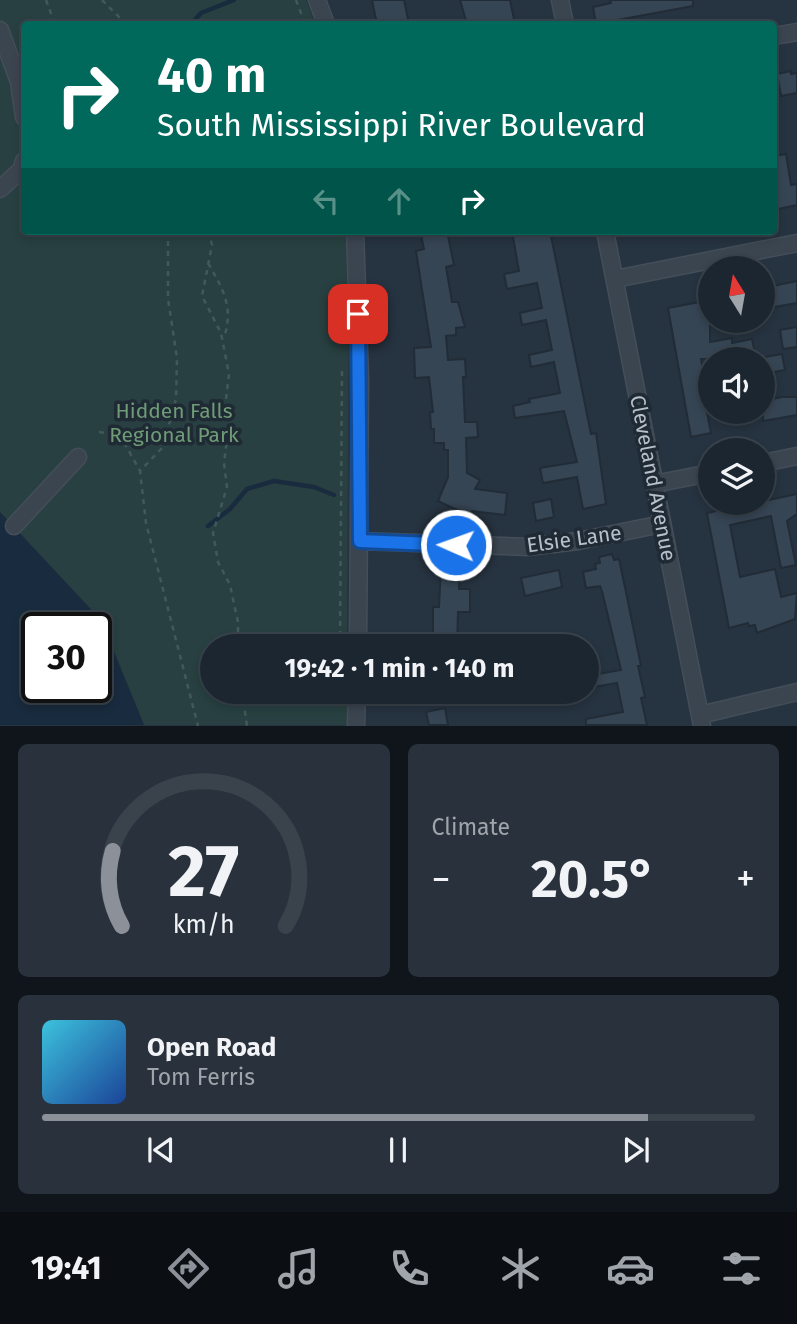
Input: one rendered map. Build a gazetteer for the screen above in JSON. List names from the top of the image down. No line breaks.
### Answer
------------------------
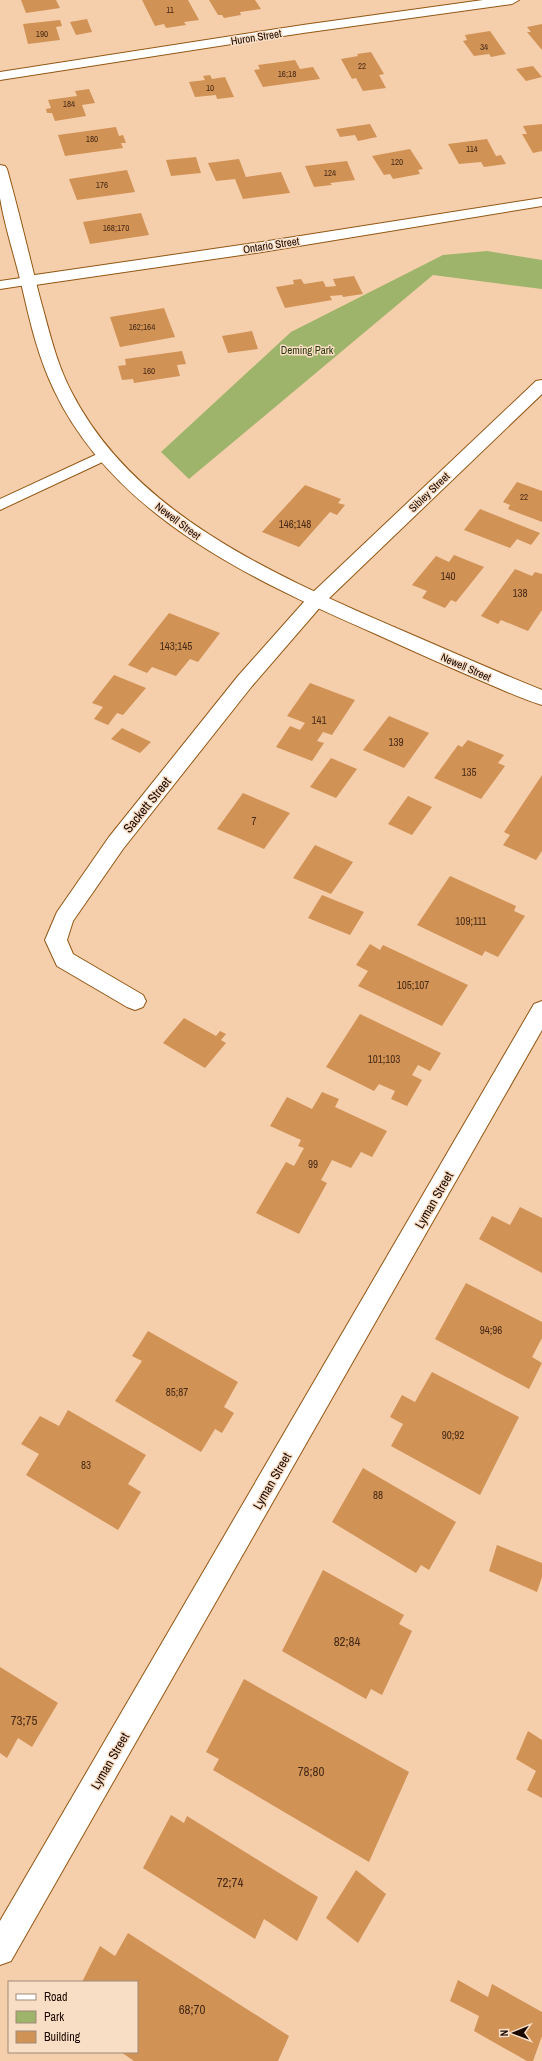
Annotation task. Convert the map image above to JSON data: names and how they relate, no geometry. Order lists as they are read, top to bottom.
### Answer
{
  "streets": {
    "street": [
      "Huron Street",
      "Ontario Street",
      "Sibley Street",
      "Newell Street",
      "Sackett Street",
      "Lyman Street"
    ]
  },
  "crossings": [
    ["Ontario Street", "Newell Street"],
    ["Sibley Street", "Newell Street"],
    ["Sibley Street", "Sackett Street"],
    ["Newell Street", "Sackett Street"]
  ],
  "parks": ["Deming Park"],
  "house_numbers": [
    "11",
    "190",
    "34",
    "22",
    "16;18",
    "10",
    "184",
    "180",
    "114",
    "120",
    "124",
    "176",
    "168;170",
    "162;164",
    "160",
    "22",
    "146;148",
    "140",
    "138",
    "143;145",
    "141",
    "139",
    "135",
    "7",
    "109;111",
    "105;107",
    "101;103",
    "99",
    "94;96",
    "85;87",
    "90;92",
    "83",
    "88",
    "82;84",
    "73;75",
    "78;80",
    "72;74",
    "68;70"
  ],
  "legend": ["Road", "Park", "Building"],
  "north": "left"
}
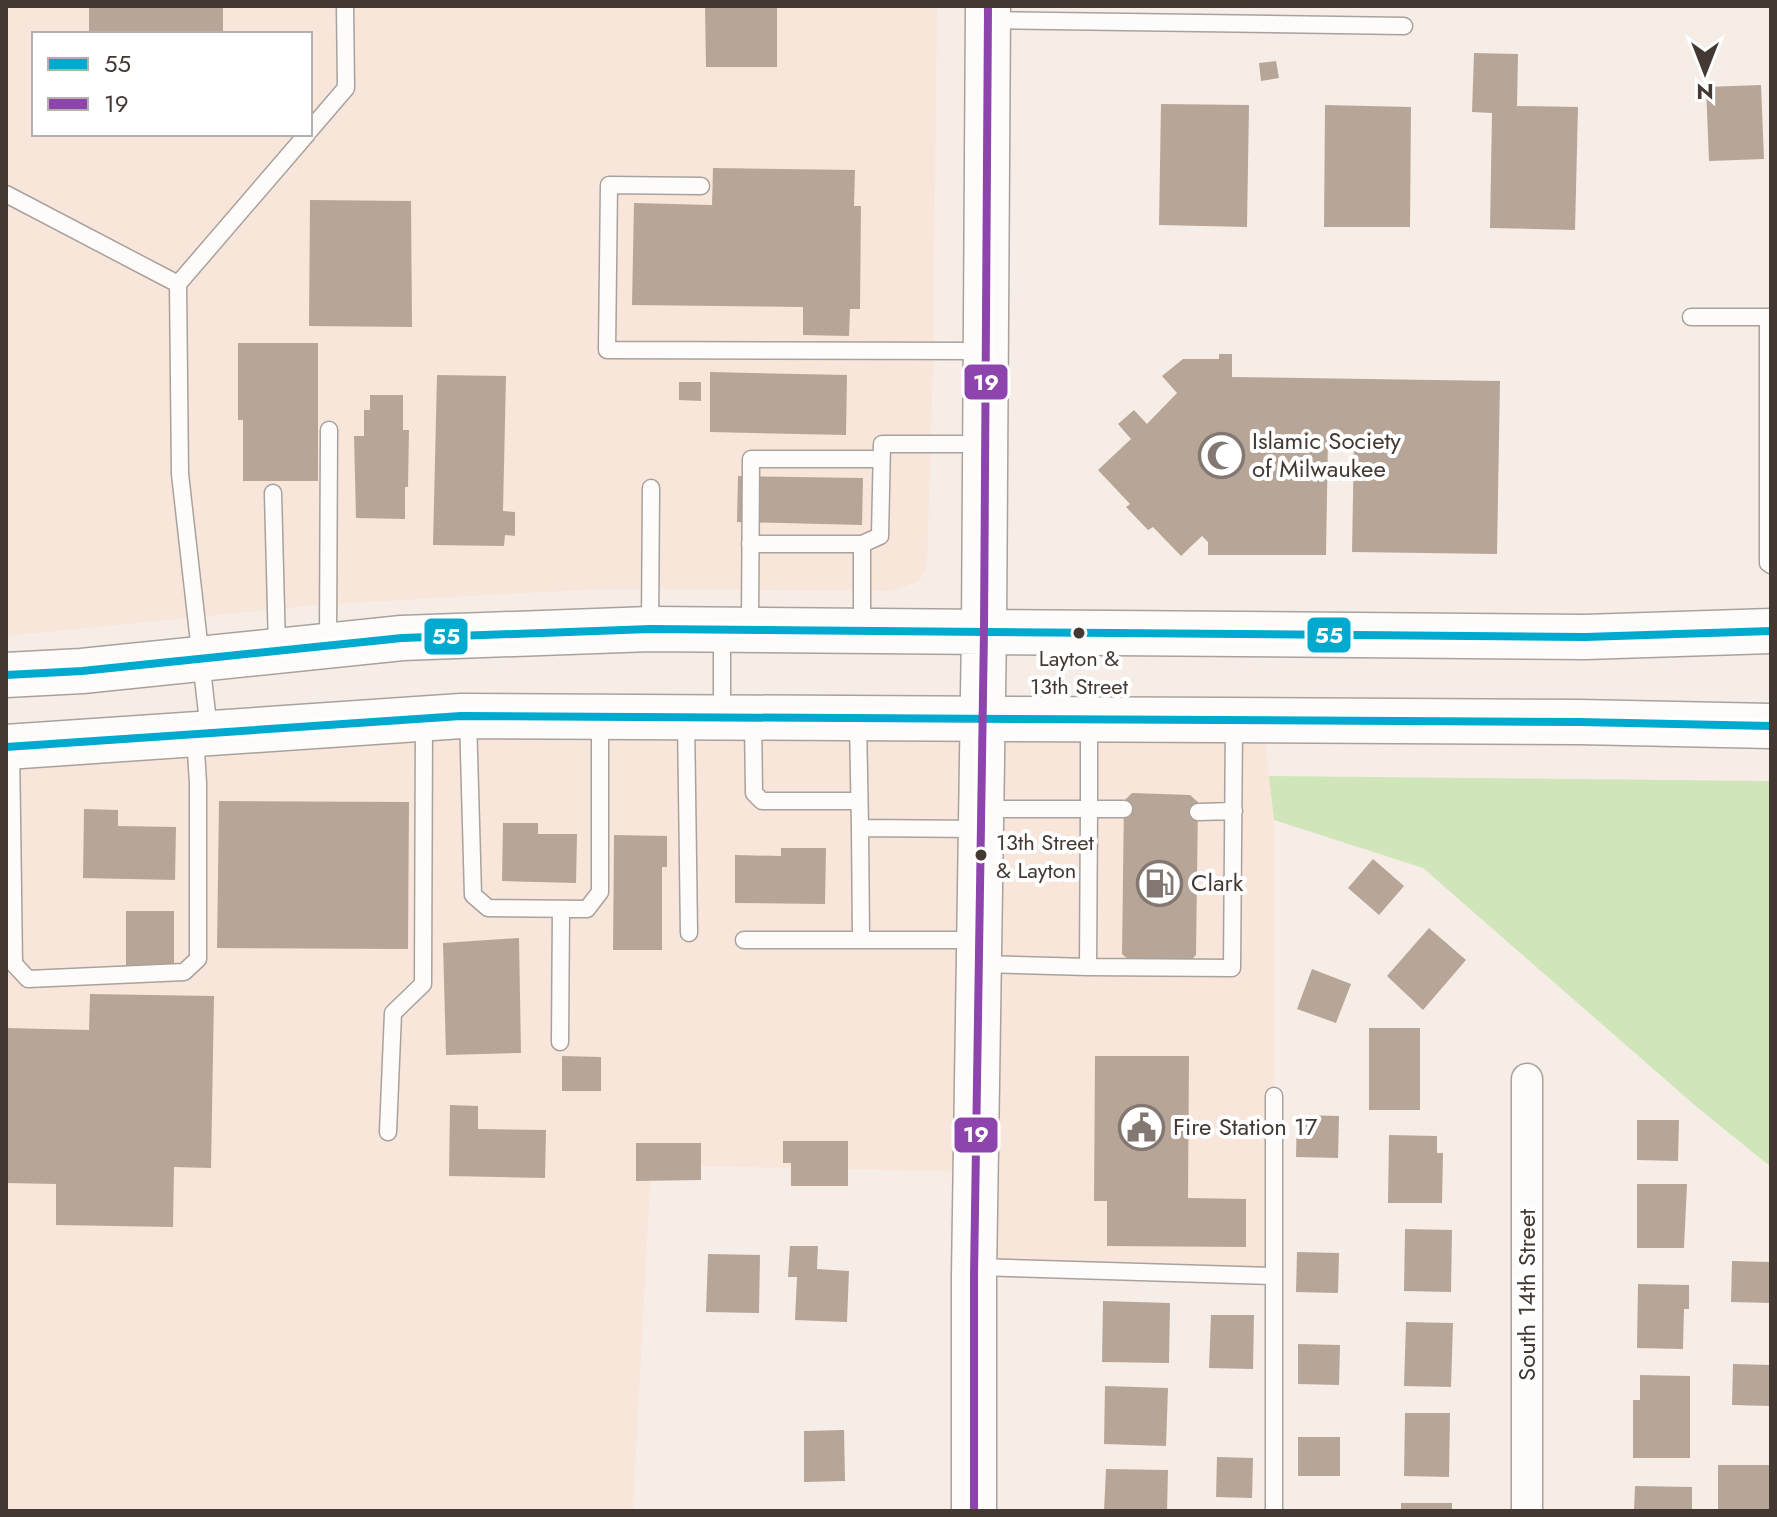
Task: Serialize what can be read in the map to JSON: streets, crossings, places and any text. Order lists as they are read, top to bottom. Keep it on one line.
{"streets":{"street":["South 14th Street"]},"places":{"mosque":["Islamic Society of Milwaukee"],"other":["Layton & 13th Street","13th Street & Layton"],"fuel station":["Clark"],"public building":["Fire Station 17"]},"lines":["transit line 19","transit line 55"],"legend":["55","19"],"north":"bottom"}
------------------------
Find the lines above that contain "names" and give their count, with nothing added.

2